• Problem requirements: Copy each line from the records below in which the word "shadow" is found.

[[ Information supplied, beginning ]]

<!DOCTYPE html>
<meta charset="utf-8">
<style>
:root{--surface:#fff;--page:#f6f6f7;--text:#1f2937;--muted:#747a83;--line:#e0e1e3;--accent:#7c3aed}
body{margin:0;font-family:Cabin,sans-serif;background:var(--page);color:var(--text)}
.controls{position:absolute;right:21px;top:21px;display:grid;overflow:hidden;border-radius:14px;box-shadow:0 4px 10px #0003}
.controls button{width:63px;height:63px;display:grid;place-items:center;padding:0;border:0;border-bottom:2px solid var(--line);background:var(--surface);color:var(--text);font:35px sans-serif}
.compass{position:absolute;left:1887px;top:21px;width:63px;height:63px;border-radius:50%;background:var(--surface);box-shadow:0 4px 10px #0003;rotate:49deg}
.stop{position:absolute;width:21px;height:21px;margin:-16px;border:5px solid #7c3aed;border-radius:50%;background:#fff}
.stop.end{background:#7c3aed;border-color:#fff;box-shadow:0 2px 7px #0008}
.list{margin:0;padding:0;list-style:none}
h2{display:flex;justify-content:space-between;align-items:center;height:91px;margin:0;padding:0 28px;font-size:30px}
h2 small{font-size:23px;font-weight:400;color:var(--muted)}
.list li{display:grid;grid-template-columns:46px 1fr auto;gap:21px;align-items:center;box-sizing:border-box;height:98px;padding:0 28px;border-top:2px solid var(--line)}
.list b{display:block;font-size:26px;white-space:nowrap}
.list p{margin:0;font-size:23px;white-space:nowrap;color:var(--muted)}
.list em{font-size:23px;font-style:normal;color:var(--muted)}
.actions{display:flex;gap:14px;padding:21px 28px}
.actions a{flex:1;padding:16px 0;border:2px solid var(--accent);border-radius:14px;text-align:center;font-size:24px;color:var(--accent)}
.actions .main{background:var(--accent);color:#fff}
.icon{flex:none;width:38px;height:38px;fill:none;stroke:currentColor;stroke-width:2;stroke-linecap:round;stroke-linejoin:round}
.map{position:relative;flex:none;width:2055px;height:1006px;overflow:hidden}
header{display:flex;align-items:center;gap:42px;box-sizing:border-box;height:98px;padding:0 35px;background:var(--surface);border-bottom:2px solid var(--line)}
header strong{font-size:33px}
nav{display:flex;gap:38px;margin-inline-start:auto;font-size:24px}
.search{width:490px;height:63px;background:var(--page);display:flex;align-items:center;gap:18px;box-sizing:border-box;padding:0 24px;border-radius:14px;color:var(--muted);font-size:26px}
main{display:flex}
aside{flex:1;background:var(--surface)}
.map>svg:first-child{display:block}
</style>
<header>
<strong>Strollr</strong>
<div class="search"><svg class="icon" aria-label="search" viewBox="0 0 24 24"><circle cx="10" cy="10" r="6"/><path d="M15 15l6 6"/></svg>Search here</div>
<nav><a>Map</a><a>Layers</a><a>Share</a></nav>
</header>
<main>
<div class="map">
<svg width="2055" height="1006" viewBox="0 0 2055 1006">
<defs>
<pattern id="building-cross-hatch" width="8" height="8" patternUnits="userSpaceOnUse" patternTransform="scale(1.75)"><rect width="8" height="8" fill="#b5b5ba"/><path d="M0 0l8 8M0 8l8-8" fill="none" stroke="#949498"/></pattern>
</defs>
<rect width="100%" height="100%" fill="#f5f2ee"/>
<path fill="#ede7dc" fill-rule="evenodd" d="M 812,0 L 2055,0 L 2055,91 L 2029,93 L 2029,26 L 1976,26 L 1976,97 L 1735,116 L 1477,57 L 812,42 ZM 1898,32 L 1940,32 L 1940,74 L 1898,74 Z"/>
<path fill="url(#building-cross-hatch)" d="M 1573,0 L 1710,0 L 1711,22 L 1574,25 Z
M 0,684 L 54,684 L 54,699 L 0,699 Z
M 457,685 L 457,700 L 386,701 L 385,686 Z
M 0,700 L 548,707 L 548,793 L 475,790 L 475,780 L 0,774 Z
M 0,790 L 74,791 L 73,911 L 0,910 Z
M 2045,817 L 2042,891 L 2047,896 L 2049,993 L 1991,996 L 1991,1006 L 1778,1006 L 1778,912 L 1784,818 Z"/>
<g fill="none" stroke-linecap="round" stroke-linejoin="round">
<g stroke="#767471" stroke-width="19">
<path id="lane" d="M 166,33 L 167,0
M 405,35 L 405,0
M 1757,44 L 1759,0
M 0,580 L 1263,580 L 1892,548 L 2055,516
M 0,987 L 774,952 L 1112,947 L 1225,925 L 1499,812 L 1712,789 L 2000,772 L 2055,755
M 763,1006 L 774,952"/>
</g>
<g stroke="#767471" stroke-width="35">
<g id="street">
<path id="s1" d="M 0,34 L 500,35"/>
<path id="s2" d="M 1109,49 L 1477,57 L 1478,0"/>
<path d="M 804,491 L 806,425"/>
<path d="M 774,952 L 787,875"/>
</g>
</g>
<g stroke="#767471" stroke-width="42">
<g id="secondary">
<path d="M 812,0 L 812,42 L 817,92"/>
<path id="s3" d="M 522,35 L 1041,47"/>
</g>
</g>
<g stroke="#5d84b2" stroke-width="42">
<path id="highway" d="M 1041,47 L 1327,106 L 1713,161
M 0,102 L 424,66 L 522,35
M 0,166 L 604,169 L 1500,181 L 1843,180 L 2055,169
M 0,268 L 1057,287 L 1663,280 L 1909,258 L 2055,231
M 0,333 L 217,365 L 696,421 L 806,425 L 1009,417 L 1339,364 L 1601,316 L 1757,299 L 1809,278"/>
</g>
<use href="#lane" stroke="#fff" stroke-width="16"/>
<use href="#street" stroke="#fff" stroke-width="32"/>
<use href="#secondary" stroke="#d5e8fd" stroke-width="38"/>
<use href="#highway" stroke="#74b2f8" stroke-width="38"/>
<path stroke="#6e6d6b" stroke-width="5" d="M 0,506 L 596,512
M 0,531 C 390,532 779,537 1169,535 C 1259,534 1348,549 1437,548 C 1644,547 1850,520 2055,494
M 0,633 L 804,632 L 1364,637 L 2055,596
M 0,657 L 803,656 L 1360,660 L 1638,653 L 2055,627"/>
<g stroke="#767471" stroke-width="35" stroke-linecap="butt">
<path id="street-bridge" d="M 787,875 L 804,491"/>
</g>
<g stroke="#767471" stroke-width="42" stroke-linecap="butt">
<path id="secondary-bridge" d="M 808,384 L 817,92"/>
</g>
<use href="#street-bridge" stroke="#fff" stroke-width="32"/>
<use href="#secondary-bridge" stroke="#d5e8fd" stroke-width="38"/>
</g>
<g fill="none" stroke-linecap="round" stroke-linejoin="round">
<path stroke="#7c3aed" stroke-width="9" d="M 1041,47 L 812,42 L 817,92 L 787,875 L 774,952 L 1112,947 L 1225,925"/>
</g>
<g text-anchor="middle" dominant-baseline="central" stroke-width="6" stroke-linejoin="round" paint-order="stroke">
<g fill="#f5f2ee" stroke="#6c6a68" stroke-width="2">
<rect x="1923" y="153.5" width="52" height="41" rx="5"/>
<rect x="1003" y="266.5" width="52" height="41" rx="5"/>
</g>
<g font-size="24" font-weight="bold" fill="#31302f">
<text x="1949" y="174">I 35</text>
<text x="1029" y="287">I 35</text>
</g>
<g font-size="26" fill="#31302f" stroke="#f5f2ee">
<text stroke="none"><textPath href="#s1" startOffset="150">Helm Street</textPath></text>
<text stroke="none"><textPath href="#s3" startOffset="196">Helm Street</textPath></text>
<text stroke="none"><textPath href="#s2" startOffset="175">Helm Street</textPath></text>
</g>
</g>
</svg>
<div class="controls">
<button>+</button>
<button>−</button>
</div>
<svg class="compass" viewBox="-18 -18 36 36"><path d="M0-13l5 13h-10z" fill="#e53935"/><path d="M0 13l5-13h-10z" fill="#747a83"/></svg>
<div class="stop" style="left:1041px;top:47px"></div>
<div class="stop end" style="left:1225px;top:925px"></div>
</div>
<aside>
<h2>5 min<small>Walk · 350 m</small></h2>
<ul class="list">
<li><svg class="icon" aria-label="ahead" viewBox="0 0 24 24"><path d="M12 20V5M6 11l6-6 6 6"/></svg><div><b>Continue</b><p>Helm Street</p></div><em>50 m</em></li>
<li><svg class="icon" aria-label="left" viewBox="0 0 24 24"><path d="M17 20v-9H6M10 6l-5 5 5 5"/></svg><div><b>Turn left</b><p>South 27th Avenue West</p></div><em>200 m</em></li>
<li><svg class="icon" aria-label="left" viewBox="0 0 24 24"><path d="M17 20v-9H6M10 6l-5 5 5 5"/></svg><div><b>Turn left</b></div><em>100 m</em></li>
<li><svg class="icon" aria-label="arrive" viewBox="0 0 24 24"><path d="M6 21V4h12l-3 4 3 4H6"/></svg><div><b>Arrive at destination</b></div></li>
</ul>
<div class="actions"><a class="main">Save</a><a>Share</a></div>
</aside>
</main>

[[ Information supplied, end ]]

• Output of the exercise:
.controls{position:absolute;right:21px;top:21px;display:grid;overflow:hidden;border-radius:14px;box-shadow:0 4px 10px #0003}
.compass{position:absolute;left:1887px;top:21px;width:63px;height:63px;border-radius:50%;background:var(--surface);box-shadow:0 4px 10px #0003;rotate:49deg}
.stop.end{background:#7c3aed;border-color:#fff;box-shadow:0 2px 7px #0008}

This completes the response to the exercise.